I keep climbing until I reach the first slightly wider platform above the level of the roof. Narrow marble pillars frame an alcove with three arched windows. The floor is bare, but lingering traces of wax speak of previous acts of worship.
I set the plate in the middle of the alcove and kneel next to it. No one’s sure that daimon ever actually consume the traditional food offerings people leave for them, but I hope they at least appreciate the gesture. This is a finer spread than the scraps of meat and fruit they’d typically receive.
Bowing my head, I extend my senses to check for any trace of magical presence. Nothing catches my attention, but that’s not totally unexpected. The spirit-creatures roam all through our world, but I’ve only noticed traces of their energy when they’re particularly riled up.
I inhale slowly, listening hard to confirm there are no human lurkers nearby, and launch into my plea in a low voice.
“Daimon of the city, I offer these delicacies in thanks for the peace you’ve given us in the past few weeks.
I know you were forced to harm us. I’d like to make sure that never happens again.
If there’s anything you can show me about the people who manipulated you so I can expose them and stop them, I open myself to your help. ”
Closing my eyes, I will my breath to even out. Will the tension out of my body, as much as I’m capable of it.
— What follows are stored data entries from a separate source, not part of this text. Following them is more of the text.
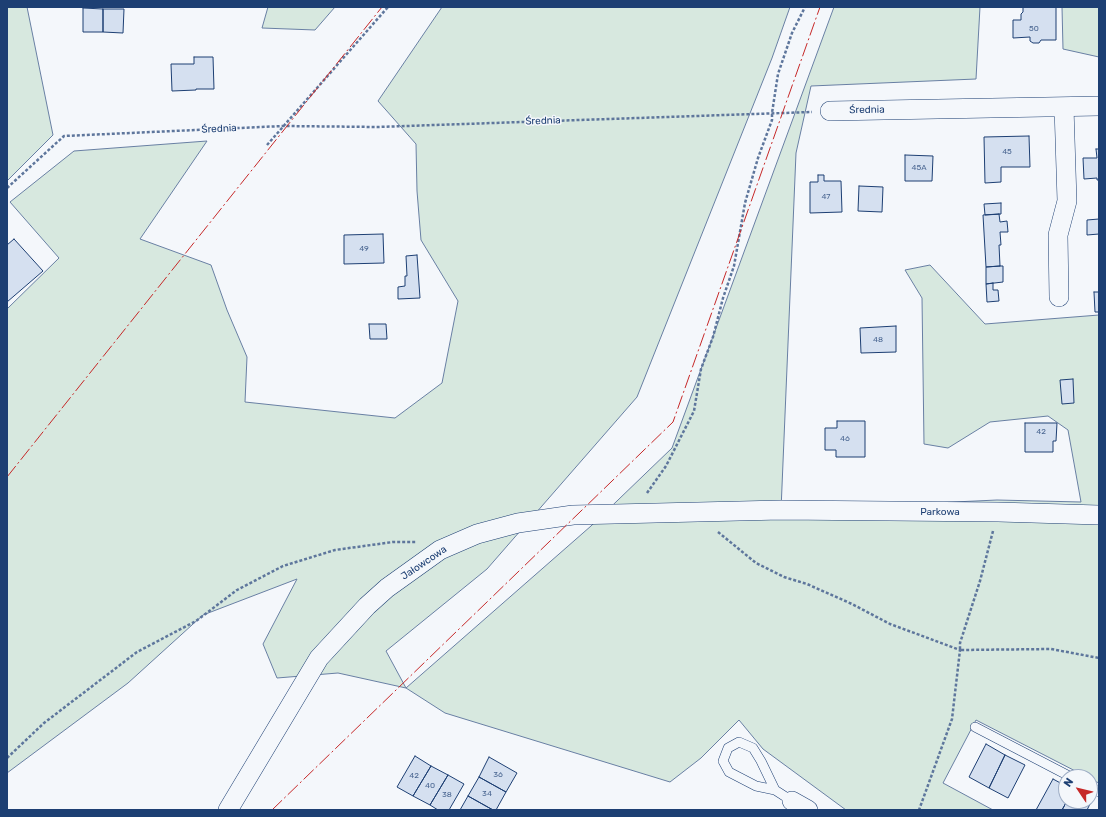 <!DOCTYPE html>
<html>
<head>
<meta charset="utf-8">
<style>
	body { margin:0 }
	#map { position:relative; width:1106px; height:817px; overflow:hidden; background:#f4f7fb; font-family:Rubik,sans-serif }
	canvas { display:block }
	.frame { position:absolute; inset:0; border:8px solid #1d3f73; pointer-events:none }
	.north { position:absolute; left:1058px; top:769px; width:40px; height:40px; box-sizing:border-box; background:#f4f7fb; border:1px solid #9eadc5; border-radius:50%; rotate:305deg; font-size:11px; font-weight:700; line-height:16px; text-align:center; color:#1d3f73 }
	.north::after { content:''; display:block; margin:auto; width:14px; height:18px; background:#c62828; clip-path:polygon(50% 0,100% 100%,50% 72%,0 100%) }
</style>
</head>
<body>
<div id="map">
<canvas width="1106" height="817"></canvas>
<div class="frame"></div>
<div class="north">N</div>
</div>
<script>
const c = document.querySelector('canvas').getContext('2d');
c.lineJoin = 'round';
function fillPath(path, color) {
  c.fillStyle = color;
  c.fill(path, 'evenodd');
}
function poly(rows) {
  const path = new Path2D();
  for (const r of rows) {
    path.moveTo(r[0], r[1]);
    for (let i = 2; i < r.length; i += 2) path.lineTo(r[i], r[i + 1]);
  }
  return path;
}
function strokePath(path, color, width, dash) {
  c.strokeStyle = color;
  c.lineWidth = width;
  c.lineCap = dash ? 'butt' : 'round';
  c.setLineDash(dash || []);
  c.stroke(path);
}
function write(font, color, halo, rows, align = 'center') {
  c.font = font + ' Rubik,sans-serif';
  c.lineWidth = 3;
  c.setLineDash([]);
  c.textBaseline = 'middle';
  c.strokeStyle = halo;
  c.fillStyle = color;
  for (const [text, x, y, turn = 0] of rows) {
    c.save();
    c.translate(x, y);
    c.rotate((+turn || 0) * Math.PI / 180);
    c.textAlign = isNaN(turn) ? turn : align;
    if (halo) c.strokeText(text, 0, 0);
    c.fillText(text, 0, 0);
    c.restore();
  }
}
const green = poly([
	[7,7,27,7,53,135,7,181,7,7],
	[268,7,335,7,315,30,262,28,268,7],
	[442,7,790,7,772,58,637,397,487,569,386,651,406,688,591,526,672,448,834,7,980,7,976,79,811,86,796,153,781,510,997,500,1081,502,1068,430,1048,416,990,422,948,448,924,444,922,298,905,270,930,265,985,324,1099,315,1099,783,1090,779,1090,777,1087,777,976,720,943,783,993,810,846,810,763,749,739,720,701,758,670,782,445,713,406,688,338,673,277,678,263,644,297,579,203,615,128,683,7,773,7,309,59,258,10,202,74,151,207,141,140,239,211,265,227,310,247,357,245,402,395,418,442,383,458,301,421,240,417,191,416,144,378,101,442,7],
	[1062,7,1099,7,1099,57,1063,49,1062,7]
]);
fillPath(green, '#d7e8df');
strokePath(green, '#687fa3', 1);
const building = poly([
	[1023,7,1056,7,1056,40,1041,40,1039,43,1033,43,1030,41,1030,37,1013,38,1013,20,1021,20,1021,14,1023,12,1023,7],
	[83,8,103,9,103,32,83,32,83,8],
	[103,9,124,9,123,33,103,32,103,9],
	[194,57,213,57,214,89,196,89,196,90,172,91,171,64,194,64,194,57],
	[1029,136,1030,167,1001,167,1001,182,985,183,984,137,1029,136],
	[1096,149,1099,149,1099,180,1097,180,1097,178,1084,179,1083,158,1097,158,1096,149],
	[905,155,933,156,932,181,905,181,905,155],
	[818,175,824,175,824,181,841,181,842,212,810,213,810,182,818,182,818,175],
	[859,186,883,187,882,212,858,211,859,186],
	[1001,203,1001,214,985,215,984,204,1001,203],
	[999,214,1000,222,1007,221,1008,232,1000,232,1001,245,999,245,1000,266,986,267,983,215,999,214],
	[1099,219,1099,234,1087,235,1087,220,1099,219],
	[383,234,384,263,344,264,344,235,383,234],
	[14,239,43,271,7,302,7,245,14,239],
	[417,255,420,298,398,299,398,287,405,286,405,276,407,276,406,256,417,255],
	[1000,266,1003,266,1003,282,986,284,986,267,1000,266],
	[993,283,993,290,998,290,999,301,987,302,986,284,993,283],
	[1094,292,1099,292,1099,312,1095,312,1094,292],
	[369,324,386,324,387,339,370,339,369,324],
	[896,326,896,352,861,353,860,328,896,326],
	[1073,379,1074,403,1062,404,1060,380,1073,379],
	[837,421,865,421,865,457,836,457,836,450,825,450,825,428,837,428,837,421],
	[1025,423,1057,423,1056,441,1053,441,1053,452,1025,452,1025,423],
	[986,744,1005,755,989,788,969,777,986,744],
	[1005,755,1025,765,1008,798,989,788,1005,755],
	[415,756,431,766,413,796,397,787,415,756],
	[489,757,517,773,506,792,479,777,489,757],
	[431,766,448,775,430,805,413,796,431,766],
	[448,775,464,784,449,810,438,810,430,805,448,775],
	[479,777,506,792,496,810,493,810,468,796,479,777],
	[1053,779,1066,786,1067,801,1062,810,1036,810,1053,779],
	[468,796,493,810,460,810,468,796],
	[1090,799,1092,800,1087,810,1062,810,1067,801,1090,801,1090,799]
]);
fillPath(building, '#d5e0f0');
strokePath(building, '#1d3f73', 1);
const lane = poly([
	[975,727,1071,777],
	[1090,787,1099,792],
	[775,790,761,761,753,748,739,742,728,748,723,761,729,772,756,786,775,790,792,801]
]);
const street = poly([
	[830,111,1099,106],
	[1059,297,1058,235,1067,201,1064,107],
	[792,801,808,810],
	[228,810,319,658,367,606,387,588,440,550,477,534,518,523,573,515,781,510,998,512,1099,515]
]);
strokePath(lane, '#1d3f73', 10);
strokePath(street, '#1d3f73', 20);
strokePath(poly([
	[267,145,388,7],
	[7,188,64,136,283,126,377,127,812,112],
	[647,493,666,466,694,411,701,369,713,337,723,298,734,266,745,203,758,158,772,120,772,113,778,74,792,33,805,7],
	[993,531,980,581,960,643,960,650,1051,649,1099,658],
	[718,532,756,563,784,577,807,584,852,604,890,624,960,650,952,719,919,810],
	[7,758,44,723,137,652,196,621,237,590,283,566,335,550,393,542,416,542]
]), '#5e769c', 2.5, [3, 2]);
strokePath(lane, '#f4f7fb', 9);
strokePath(street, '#f4f7fb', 19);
strokePath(poly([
	[7,477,382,7],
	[272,810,673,422,820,7]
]), '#c62828', 1, [14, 3, 2, 3]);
write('8px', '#4b6792', null, [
	["50",1034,29],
	["45",1007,152],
	["45A",919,168],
	["47",826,197],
	["49",364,249],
	["48",878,340],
	["42",1041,432],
	["46",845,439],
	["36",498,775],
	["42",414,776],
	["40",430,786],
	["34",487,794],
	["38",447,795]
]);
write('10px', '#1d3f73', '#f4f7fb', [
	["Średnia",867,110,-1],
	["Średnia",543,121,-2],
	["Średnia",219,129,-3],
	["Parkowa",940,512],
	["Jałowcowa",424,563,-34]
]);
</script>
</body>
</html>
If I’m too tightly guarded, who knows if the daimon will be able to convey anything at all?
For the first few minutes, there’s only the cooling breeze drifting through the windows and the pang spreading through my knees from my position on the hard floor. Then a quiver of sensation brushes past my arm.
My pulse hiccups, but I hold myself still and calm. The quiver grazes my skin again, tickling over my neck and across my scalp. Another faint impression glides over my hands.
An emotion that isn’t my own seeps into my chest: a pang of regret that feels like an apology. Then a tremor passes through my mind, giving me a flash of that high tower room, my fall on the steps, the pressure of the spirits pinning me down.
A lump rises in my throat. “I know it wasn’t your idea to hurt me. He was controlling you. Do you know how he managed it? Or what else the people like him were hoping to do? Who else was working with him?”
The memory fractures into a blur of jumbled images that I can’t make any sense of. Maybe that’s the daimon’s way of indicating they’ve got no answers to my questions.
I settle my nerves as well as I can and give it another shot. “Are they leaving you alone now, or are they still trying to push you around?”
That question results in an immediate jolt of distress. A rush of heat sweeps through me, tightening around my body.
Behind my closed eyelids, I catch a glimpse of billowing flames. But it’s dark inside the fire, so dark and cramped, like my very soul is being squeezed—
The sensations fall away, leaving me gasping. My eyes pop open of their own accord, but I can’t make out the daimon in the dimming light around me.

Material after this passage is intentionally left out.